By Soumo Ghosh,
AIFF Media Team
On Mother’s Day, we take a sneak peek into talented India U-19 winger Ninthoinganba Meetei training with his mother all throughout the lockdown period, and her struggles in the family till the “little bodyguard” signed his first professional contract. Soumo Ghosh reports.
NEW DELHI: While the world observes the lockdown hoping to see out the COVID-19 pandemic threat, a quaint little courtyard in a suburban area of Imphal, Manipur is buzzing with repetitive thuds of a football.
In the courtyard, the lean yet sturdy figure of Ninthoinganba Meetei is seen running constantly from one end of the yard to the other, returning the ball back over a bench that serves the purpose of a makeshift net.
Over on the other side of the bench stood the curious figure of a middle-aged woman, donning a t-shirt and a sarong. Clearly not as agile as the India U-19 International footballer, she attempts to return the ball with both her hands locked in a volleyball-stance. It is quite clear that she is giving her son quite the run around, but there are huge smiles on both their faces, as the rally keeps going past five or 10 shots.

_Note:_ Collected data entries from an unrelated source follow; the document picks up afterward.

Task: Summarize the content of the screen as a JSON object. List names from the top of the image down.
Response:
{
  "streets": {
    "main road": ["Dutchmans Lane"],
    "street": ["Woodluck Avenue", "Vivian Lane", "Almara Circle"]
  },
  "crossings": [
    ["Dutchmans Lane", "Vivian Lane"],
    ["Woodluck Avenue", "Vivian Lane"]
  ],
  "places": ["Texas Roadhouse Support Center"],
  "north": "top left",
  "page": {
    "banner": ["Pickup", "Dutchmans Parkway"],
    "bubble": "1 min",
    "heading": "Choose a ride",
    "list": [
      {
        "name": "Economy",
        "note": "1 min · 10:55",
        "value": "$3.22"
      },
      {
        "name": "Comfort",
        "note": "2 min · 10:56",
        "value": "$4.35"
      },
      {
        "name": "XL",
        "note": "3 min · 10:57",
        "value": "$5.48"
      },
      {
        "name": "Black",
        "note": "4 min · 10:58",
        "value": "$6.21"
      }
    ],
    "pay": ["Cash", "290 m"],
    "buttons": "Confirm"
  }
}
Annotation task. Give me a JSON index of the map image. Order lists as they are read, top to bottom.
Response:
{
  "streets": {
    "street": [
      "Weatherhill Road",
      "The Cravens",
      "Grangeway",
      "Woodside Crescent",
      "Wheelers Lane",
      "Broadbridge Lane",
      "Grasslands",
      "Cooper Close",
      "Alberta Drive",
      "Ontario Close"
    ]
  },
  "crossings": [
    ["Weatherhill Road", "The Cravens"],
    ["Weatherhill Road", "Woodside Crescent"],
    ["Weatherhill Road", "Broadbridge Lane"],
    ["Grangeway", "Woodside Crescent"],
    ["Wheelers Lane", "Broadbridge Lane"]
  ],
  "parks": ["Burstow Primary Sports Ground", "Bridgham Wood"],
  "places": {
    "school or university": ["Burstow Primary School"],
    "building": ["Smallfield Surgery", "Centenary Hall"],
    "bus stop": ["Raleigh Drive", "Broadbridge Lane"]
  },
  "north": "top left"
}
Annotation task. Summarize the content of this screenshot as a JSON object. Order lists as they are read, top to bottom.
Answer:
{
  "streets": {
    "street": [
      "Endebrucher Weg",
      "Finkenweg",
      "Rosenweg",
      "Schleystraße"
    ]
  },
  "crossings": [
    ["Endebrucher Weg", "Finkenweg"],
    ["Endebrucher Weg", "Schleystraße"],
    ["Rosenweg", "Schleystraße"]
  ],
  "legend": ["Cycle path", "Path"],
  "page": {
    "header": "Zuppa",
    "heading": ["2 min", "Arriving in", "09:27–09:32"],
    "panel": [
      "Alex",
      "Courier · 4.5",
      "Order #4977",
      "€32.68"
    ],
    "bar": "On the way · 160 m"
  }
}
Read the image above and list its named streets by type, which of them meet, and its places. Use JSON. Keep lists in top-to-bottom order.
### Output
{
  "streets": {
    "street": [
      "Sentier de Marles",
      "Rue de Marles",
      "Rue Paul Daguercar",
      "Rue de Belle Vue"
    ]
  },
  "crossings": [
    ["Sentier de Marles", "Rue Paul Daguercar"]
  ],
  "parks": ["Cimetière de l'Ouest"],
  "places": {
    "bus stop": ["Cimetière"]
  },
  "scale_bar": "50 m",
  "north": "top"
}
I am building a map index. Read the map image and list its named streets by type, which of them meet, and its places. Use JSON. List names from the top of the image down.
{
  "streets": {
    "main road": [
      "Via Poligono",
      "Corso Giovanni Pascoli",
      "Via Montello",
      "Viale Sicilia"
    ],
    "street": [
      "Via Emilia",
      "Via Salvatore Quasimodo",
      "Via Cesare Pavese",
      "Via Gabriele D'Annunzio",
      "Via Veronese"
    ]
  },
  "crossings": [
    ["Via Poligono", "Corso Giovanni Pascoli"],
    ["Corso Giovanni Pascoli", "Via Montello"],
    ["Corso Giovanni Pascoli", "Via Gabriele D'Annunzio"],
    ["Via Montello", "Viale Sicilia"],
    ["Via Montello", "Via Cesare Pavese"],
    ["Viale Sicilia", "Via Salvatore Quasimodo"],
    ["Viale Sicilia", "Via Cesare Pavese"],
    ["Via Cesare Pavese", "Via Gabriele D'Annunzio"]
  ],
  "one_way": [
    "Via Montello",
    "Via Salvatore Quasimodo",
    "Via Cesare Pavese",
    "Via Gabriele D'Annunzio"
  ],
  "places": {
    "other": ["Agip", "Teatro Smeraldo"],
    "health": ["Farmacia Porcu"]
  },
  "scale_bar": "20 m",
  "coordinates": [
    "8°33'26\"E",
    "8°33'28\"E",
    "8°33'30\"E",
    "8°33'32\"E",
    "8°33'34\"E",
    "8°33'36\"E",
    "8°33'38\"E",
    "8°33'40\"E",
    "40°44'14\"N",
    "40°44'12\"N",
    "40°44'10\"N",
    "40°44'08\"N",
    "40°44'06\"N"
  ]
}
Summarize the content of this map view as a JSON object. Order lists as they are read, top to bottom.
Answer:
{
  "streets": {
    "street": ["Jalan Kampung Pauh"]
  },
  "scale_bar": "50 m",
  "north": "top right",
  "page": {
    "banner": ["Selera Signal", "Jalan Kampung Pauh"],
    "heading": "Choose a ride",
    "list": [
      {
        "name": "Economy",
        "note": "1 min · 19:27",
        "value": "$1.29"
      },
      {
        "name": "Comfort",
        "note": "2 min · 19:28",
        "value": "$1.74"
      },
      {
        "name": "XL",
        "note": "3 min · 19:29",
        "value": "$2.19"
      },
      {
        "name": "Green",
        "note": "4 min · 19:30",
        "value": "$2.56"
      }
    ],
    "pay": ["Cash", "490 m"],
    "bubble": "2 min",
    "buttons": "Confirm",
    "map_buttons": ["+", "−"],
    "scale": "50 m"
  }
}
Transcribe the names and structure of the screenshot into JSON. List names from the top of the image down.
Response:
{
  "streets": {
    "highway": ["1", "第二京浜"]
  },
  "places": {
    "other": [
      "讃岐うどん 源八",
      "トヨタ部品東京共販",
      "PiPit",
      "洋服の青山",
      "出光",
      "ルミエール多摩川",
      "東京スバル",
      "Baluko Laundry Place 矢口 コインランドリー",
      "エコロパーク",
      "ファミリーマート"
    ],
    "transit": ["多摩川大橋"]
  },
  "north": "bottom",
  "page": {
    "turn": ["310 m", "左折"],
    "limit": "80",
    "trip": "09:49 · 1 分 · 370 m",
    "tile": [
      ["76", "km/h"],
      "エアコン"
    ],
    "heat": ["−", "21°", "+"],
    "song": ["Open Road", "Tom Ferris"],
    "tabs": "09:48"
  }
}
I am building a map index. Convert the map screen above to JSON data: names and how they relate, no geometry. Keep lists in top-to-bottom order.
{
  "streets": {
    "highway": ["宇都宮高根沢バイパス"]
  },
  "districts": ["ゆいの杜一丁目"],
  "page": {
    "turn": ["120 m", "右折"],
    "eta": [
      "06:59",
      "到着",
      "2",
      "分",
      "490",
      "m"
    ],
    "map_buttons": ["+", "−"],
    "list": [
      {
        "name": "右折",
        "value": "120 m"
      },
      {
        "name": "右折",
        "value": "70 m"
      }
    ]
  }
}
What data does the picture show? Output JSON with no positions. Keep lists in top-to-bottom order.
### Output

Ninthoi, as the 18-year-old is fondly called in the dressing room, has been looking at different ways to train while staying within the confines of his home during the lockdown. However, it was the involvement of his mother, Kh Meena Leima, that really helped him find an exercise that lets him both practice his touches on the ball, and also a bit of running.
“I am not used to staying out for too long. I wanted to get back on the field again. While I was kicking it around in the yard, by mother saw me and said that she would help me train. I knew she could not play football, so I was wondering how we could train together,” Ninthoi said to the-aiff.com. But the former U-17 FIFA World Cupper soon found his answer.
“Soon I realised that when she was younger, she used to play volleyball. And she still knows some basics of the game. So I came up with the idea of playing foot-tennis. Only, I would be using my feet, and mom would be using her hands, like you do in volleyball,” he informed.
“This little game that we play has given us both a good workout. Of course, we can’t play when it rains, but it’s a lot of fun playing with my mother. And she’s been enjoying the game too. She hasn’t played volleyball for many years, but now that we have been playing for some time, I can clearly see that she’s getting better,” Ninthoi smiled.
MOM’S ‘LITTLE BODYGUARD’
After joining the AIFF Elite Academy in 2013, Ninthoi has had a steady progression through the years. The nimble winger went on to make the India squad in the FIFA U-17 World Cup India 2017, starting in all of India’s group stage matches.
However, it was just a couple of months before the World Cup, that tragedy struck Ninthoi’s family, when cancer took away his father’s life. While his family was not particularly affluent to begin with (his father was a milkman, and did some farm work as well), this tragedy meant that Ninthoi’s mother, had to take to selling dry fish in the markets in order to provide for her children.
“I can’t even begin to describe how difficult that time was for us all. But the courage that my mother showed back then, gives me the strength now. It probably will, for the rest of my life. It certainly gave me the strength to go out there and train every day, even after my father passed away,” said Ninthoi.
Redemption was not too far away though, as just months later, Ninthoi got his first professional contract when he signed for the Indian Arrows in the 2017-18 Hero I-League season. Recalling that moment with a big smile, the 18-year-old said, “It meant that my mother did not have to sell fish in the market anymore. I could provide for her and my two sisters.
“She always used to call me her ‘little bodyguard’ whenever I used to accompany her or my sisters to the market or to school. Now I felt that I was really looking after my family,” Ninthoi smiled.
“Now that I am a professional footballer I can safely state that nobody in my family has to sell fish in the markets anymore. But I will never forget my mother’s contribution to my development. Those few months before the World Cup were a difficult time and without my mother’s help, I would never have been where I am today. And as you can clearly see, she is still helping me in more ways than one.”
CATCHING THE EYEBALLS
The young winger has since gone on to play two seasons for the Indian Arrows, lodging 27 appearances in the Hero I-League and the Hero Super Cup, with two goals to his name.
“Those two seasons at the Arrows really helped me develop a lot. I think playing against physically stronger senior players in the Hero I-League prepared me for the challenges ahead. You could really see the results in my performance in the U-18 SAFF Championship last year,” reflected Ninthoi, who was eventually named the ‘Player of the Tournament.’
Following these performances, Ninthoi was snapped up by Hero Indian Super League club NorthEast United FC where he made 11 appearances in the 2019-20 season.